Required action:
Find how many lines in the material contain "Tocht"; your answer should be that number alone.

Information supplied:
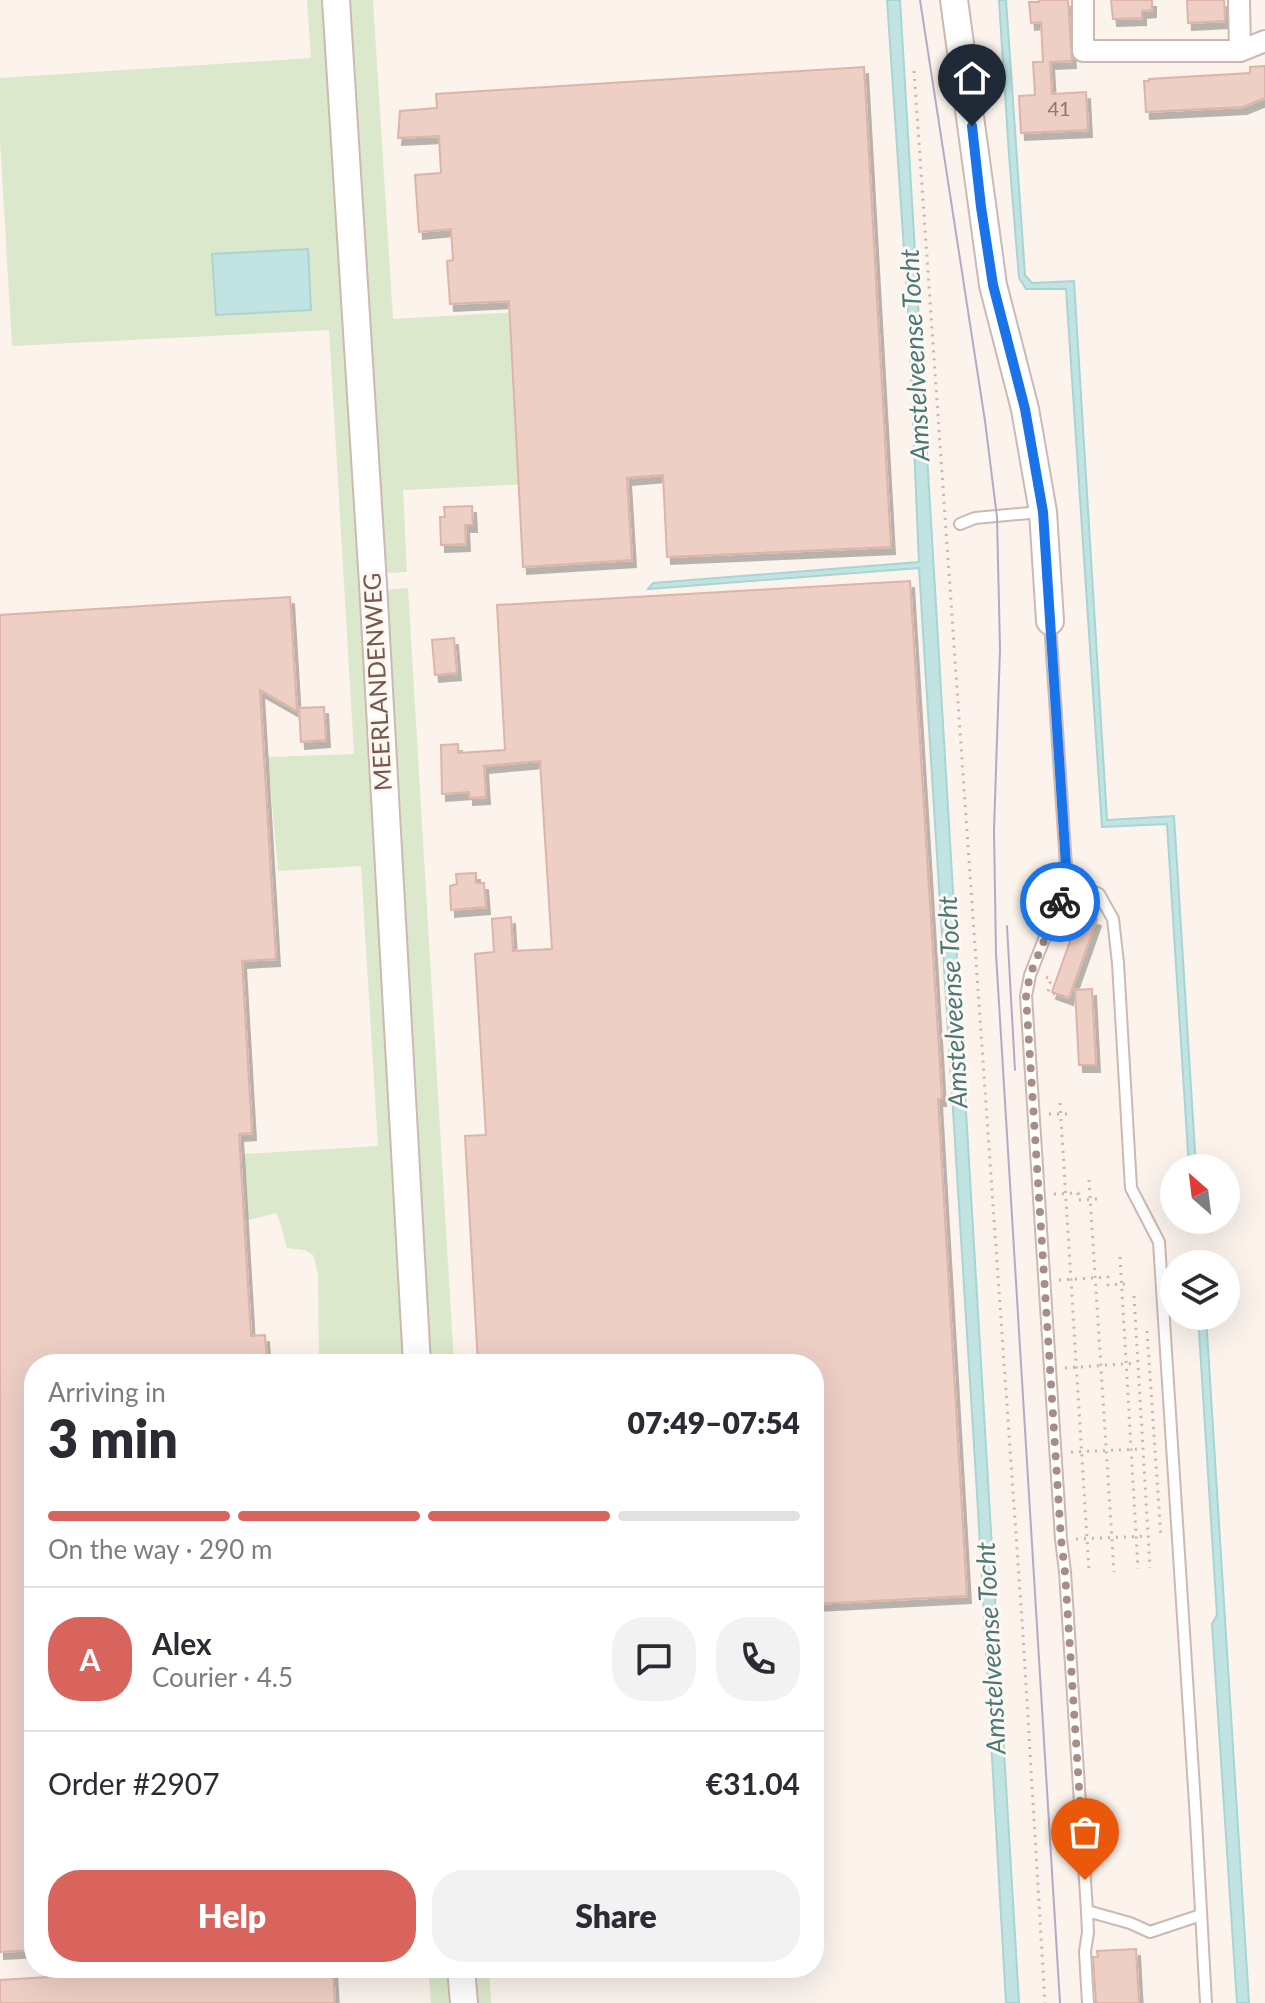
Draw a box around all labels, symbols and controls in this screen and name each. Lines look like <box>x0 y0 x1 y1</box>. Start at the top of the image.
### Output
pin <box>938 44 1006 126</box>
icon: home <box>950 56 994 100</box>
house number: 41 <box>1047 96 1071 120</box>
water label: Amstelveense Tocht <box>892 248 936 463</box>
street label: MEERLANDENWEG <box>356 572 397 792</box>
courier <box>1020 862 1100 942</box>
icon: bike <box>1038 880 1082 924</box>
water label: Amstelveense Tocht <box>930 895 974 1110</box>
north arrow <box>1160 1154 1240 1234</box>
map controls <box>1160 1154 1240 1330</box>
button: layers <box>1160 1250 1240 1330</box>
text: Arriving in <box>48 1376 166 1408</box>
text: 07:49–07:54 <box>627 1404 800 1440</box>
text: 3 min <box>48 1407 178 1469</box>
text: On the way · 290 m <box>48 1533 272 1565</box>
water label: Amstelveense Tocht <box>968 1541 1012 1756</box>
button: chat <box>612 1617 696 1701</box>
button: phone <box>716 1617 800 1701</box>
text: Alex <box>152 1625 212 1661</box>
text: A <box>80 1641 100 1677</box>
text: Courier · 4.5 <box>152 1661 293 1693</box>
text: Order #2907 <box>48 1765 220 1801</box>
text: €31.04 <box>706 1765 800 1801</box>
pin <box>1051 1798 1119 1880</box>
icon: bag <box>1063 1810 1107 1854</box>
button: Help <box>48 1870 416 1962</box>
button: Share <box>432 1870 800 1962</box>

Answer space:
3